Clinical implications: Have a low threshold for recommending EMS transport of elderly trauma patients to a designated trauma center, especially for patients with SBP < 110. Have a low threshold for activating the trauma team for elderly trauma patients.


Pathophysiology Concerns in the Elderly

No other population is more susceptible to serious injury secondary to low-energy mechanisms (particularly falls) than the elderly. The elderly are less able to compensate for physiologic stresses occurring during injury, and are more likely to suffer complications during treatment and recovery. Key reasons for this are:

  • Less physiologic reserve
  • Occult shock/misleading picture of stability
  • Comorbid illnesses (See Figure below)
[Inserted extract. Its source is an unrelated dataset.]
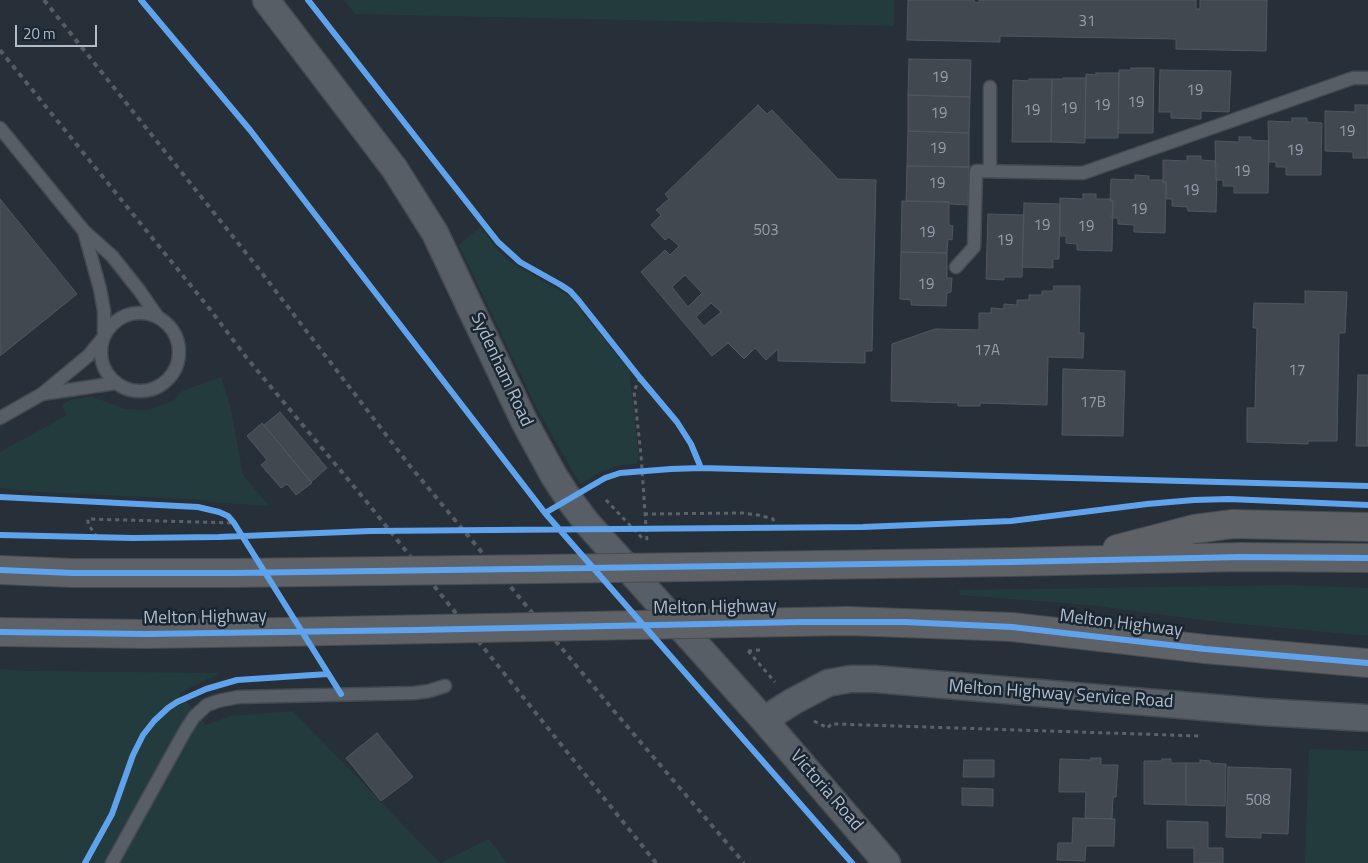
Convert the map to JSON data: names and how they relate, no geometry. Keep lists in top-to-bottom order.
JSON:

Screen Shot 2016-08-20 at 1.49.35 PM

Comorbid Illnesses Contributing to Morbidity and Mortality in the Elderly

It is important to note that in elderly patients, profound shock may be present even in the setting of “normal” vital signs.  Pharmaceutical therapy in the elderly (beta blockers and calcium channel blockers) may prevent typical tachycardic responses in shock states.  Also significant, aging myocardium exhibits decreased sensitivity to endogenous catecholamines.
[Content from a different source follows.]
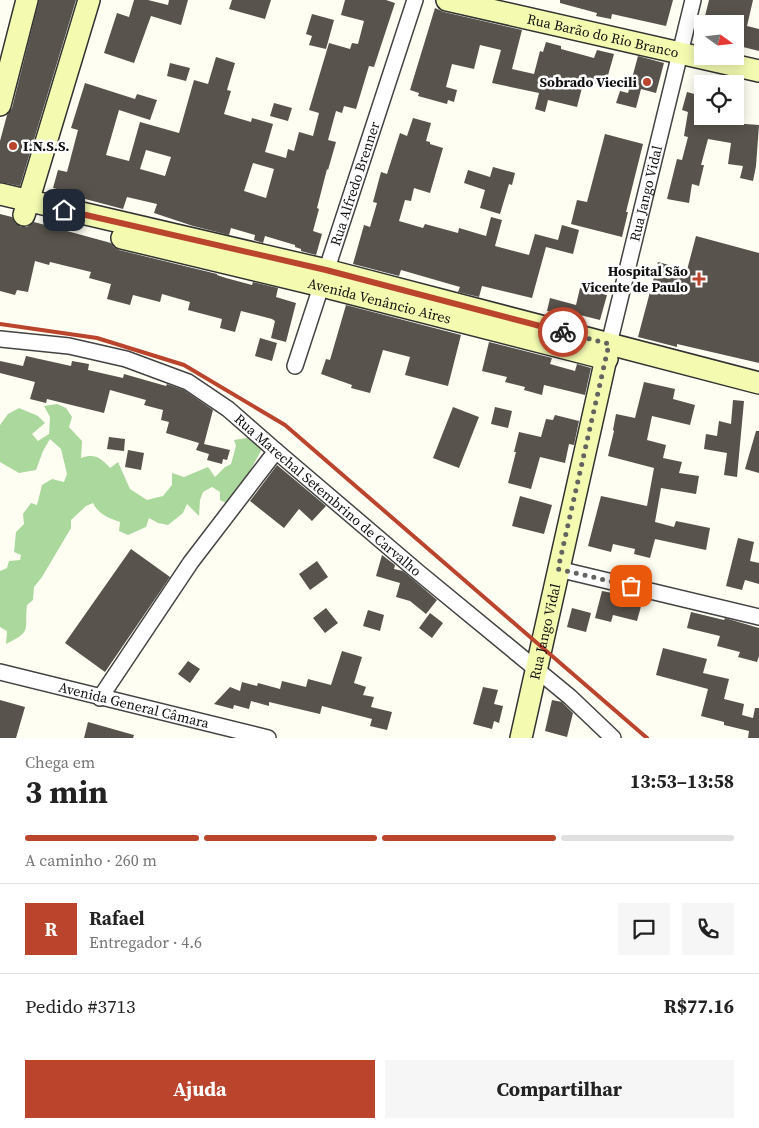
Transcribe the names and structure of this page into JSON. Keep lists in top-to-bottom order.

Blood pressures considered normal in young patients may represent hypotension when compared to baseline BPs in an elderly patient. A landmark article by Scalea et al. assessing early invasive (PA catheter) monitoring in elderly trauma patients demonstrated that the majority of trauma patients experienced profound perfusion deficits despite “normal” vital signs.19 In fact, a HR>90 and SBP<110 have been correlated with increased mortality in the elderly trauma population.19,21 What does this mean for the EM provider? The window to intervene may be narrow; delayed recognition of shock may postpone life-sustaining resuscitation.

What about additional markers of perfusion?
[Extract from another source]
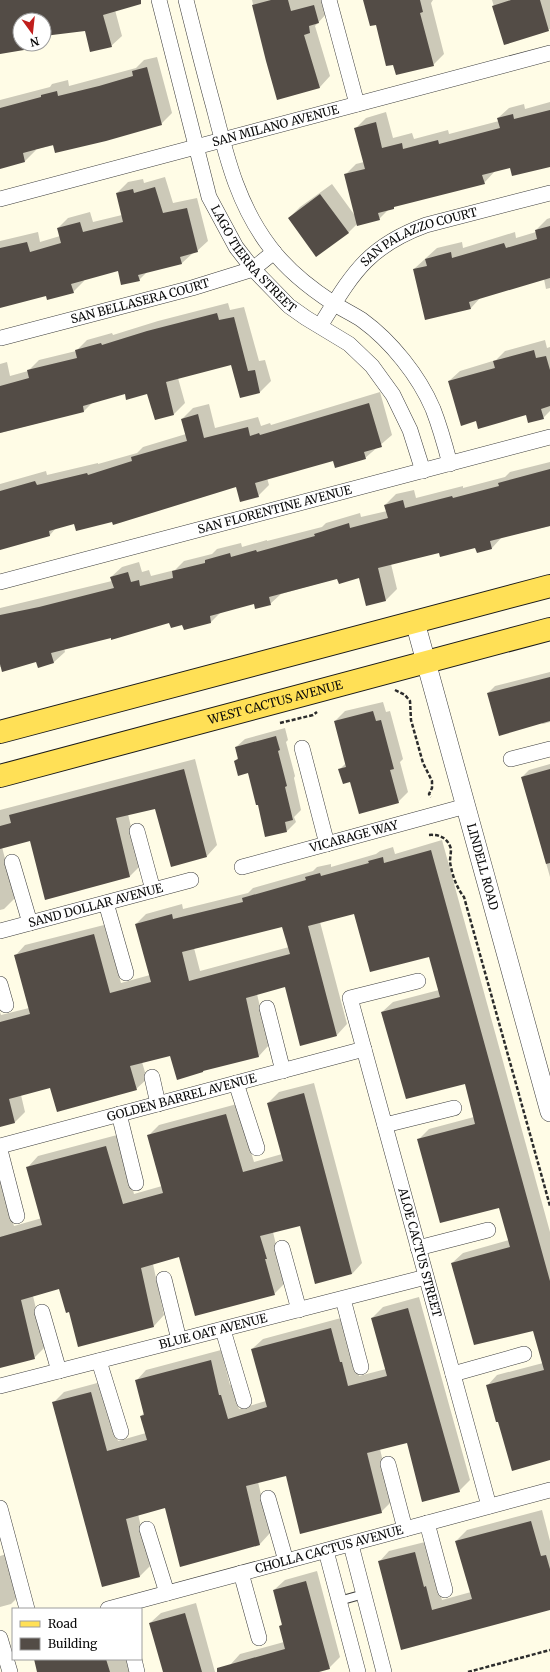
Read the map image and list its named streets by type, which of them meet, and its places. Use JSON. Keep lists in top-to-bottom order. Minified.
{"streets":{"main road":["WEST CACTUS AVENUE"],"street":["SAN MILANO AVENUE","SAN PALAZZO COURT","LAGO TIERRA STREET","SAN BELLASERA COURT","SAN FLORENTINE AVENUE","VICARAGE WAY","LINDELL ROAD","SAND DOLLAR AVENUE","GOLDEN BARREL AVENUE","ALOE CACTUS STREET","BLUE OAT AVENUE","CHOLLA CACTUS AVENUE"]},"crossings":[["SAN MILANO AVENUE","LAGO TIERRA STREET"],["SAN PALAZZO COURT","LAGO TIERRA STREET"],["LAGO TIERRA STREET","SAN BELLASERA COURT"],["LAGO TIERRA STREET","SAN FLORENTINE AVENUE"],["WEST CACTUS AVENUE","LINDELL ROAD"],["VICARAGE WAY","LINDELL ROAD"],["GOLDEN BARREL AVENUE","ALOE CACTUS STREET"],["ALOE CACTUS STREET","BLUE OAT AVENUE"],["ALOE CACTUS STREET","CHOLLA CACTUS AVENUE"]],"legend":["Road","Building"],"north":"bottom"}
Multiple studies have demonstrated that elevated lactate levels (>2) or abnormal base deficit (<-6) are associated with major injury and mortality in trauma patients.23-25 One such study, performed in 1987, identified a venous lactate > 2.5 as a marker of occult hypoperfusion in 20% of the included geriatric patients.26 Lactate levels or ABG base deficit should be used as an adjunct to vital signs for early identification of perfusion deficits in elderly trauma patients.

Clinical implications: Avoid being falsely reassured by normal vital signs in elderly trauma patients. Use lactate levels or ABG with base deficit as adjuncts to vital signs to detect occult shock and guide resuscitation in unclear cases. Also use ECGs as an adjunct to detect silent ischemia as a response to the physiologic stress of trauma. Have a low threshold for admitting elderly trauma patients to an ICU.


Mechanisms and Patterns of Injury

Which mechanisms and patterns of injury are more concerning in the elderly? They all are.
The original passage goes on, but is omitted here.